AIM OF THE EXERCISE
The records follow. Give them all back exactly.

INPUT RECORDS

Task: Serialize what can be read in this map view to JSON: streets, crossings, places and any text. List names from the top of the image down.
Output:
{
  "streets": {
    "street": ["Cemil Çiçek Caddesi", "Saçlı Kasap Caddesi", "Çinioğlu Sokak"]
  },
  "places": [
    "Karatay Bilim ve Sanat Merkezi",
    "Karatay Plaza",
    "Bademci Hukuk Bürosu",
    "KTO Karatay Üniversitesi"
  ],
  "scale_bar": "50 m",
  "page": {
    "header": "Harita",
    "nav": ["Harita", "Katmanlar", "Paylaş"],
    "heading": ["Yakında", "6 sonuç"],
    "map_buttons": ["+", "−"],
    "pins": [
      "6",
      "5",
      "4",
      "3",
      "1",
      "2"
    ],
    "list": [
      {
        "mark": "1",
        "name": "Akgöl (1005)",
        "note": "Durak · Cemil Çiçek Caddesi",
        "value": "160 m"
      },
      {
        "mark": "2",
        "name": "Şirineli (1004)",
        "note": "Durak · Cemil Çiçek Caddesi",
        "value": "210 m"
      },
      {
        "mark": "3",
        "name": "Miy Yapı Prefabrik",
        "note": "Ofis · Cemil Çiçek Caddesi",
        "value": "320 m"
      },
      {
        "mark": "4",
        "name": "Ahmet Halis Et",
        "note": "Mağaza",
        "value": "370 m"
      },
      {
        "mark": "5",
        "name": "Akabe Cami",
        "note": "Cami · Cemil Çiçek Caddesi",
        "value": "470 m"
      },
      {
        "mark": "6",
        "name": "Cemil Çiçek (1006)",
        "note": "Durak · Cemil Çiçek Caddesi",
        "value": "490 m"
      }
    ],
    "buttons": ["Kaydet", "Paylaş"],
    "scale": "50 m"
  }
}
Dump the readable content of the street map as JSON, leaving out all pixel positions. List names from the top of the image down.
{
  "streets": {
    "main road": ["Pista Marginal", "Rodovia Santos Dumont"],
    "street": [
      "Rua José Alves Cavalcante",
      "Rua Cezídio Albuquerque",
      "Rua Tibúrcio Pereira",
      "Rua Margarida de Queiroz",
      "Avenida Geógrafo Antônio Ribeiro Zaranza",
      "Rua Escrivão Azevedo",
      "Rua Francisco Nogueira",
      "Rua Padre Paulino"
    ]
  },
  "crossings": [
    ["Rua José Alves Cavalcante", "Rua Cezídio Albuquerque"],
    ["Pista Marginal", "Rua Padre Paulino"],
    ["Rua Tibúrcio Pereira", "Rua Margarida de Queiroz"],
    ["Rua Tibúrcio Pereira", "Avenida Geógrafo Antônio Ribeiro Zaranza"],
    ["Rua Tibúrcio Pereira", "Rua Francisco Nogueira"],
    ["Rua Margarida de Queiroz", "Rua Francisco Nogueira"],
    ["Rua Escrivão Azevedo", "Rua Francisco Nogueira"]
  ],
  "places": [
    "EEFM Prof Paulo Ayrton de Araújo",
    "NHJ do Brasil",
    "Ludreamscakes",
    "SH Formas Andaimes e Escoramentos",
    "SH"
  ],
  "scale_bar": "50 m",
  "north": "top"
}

ANSWER FOR THE TASK
Task: Serialize what can be read in this map view to JSON: streets, crossings, places and any text. List names from the top of the image down.
Output:
{
  "streets": {
    "street": ["Cemil Çiçek Caddesi", "Saçlı Kasap Caddesi", "Çinioğlu Sokak"]
  },
  "places": [
    "Karatay Bilim ve Sanat Merkezi",
    "Karatay Plaza",
    "Bademci Hukuk Bürosu",
    "KTO Karatay Üniversitesi"
  ],
  "scale_bar": "50 m",
  "page": {
    "header": "Harita",
    "nav": ["Harita", "Katmanlar", "Paylaş"],
    "heading": ["Yakında", "6 sonuç"],
    "map_buttons": ["+", "−"],
    "pins": [
      "6",
      "5",
      "4",
      "3",
      "1",
      "2"
    ],
    "list": [
      {
        "mark": "1",
        "name": "Akgöl (1005)",
        "note": "Durak · Cemil Çiçek Caddesi",
        "value": "160 m"
      },
      {
        "mark": "2",
        "name": "Şirineli (1004)",
        "note": "Durak · Cemil Çiçek Caddesi",
        "value": "210 m"
      },
      {
        "mark": "3",
        "name": "Miy Yapı Prefabrik",
        "note": "Ofis · Cemil Çiçek Caddesi",
        "value": "320 m"
      },
      {
        "mark": "4",
        "name": "Ahmet Halis Et",
        "note": "Mağaza",
        "value": "370 m"
      },
      {
        "mark": "5",
        "name": "Akabe Cami",
        "note": "Cami · Cemil Çiçek Caddesi",
        "value": "470 m"
      },
      {
        "mark": "6",
        "name": "Cemil Çiçek (1006)",
        "note": "Durak · Cemil Çiçek Caddesi",
        "value": "490 m"
      }
    ],
    "buttons": ["Kaydet", "Paylaş"],
    "scale": "50 m"
  }
}
Dump the readable content of the street map as JSON, leaving out all pixel positions. List names from the top of the image down.
{
  "streets": {
    "main road": ["Pista Marginal", "Rodovia Santos Dumont"],
    "street": [
      "Rua José Alves Cavalcante",
      "Rua Cezídio Albuquerque",
      "Rua Tibúrcio Pereira",
      "Rua Margarida de Queiroz",
      "Avenida Geógrafo Antônio Ribeiro Zaranza",
      "Rua Escrivão Azevedo",
      "Rua Francisco Nogueira",
      "Rua Padre Paulino"
    ]
  },
  "crossings": [
    ["Rua José Alves Cavalcante", "Rua Cezídio Albuquerque"],
    ["Pista Marginal", "Rua Padre Paulino"],
    ["Rua Tibúrcio Pereira", "Rua Margarida de Queiroz"],
    ["Rua Tibúrcio Pereira", "Avenida Geógrafo Antônio Ribeiro Zaranza"],
    ["Rua Tibúrcio Pereira", "Rua Francisco Nogueira"],
    ["Rua Margarida de Queiroz", "Rua Francisco Nogueira"],
    ["Rua Escrivão Azevedo", "Rua Francisco Nogueira"]
  ],
  "places": [
    "EEFM Prof Paulo Ayrton de Araújo",
    "NHJ do Brasil",
    "Ludreamscakes",
    "SH Formas Andaimes e Escoramentos",
    "SH"
  ],
  "scale_bar": "50 m",
  "north": "top"
}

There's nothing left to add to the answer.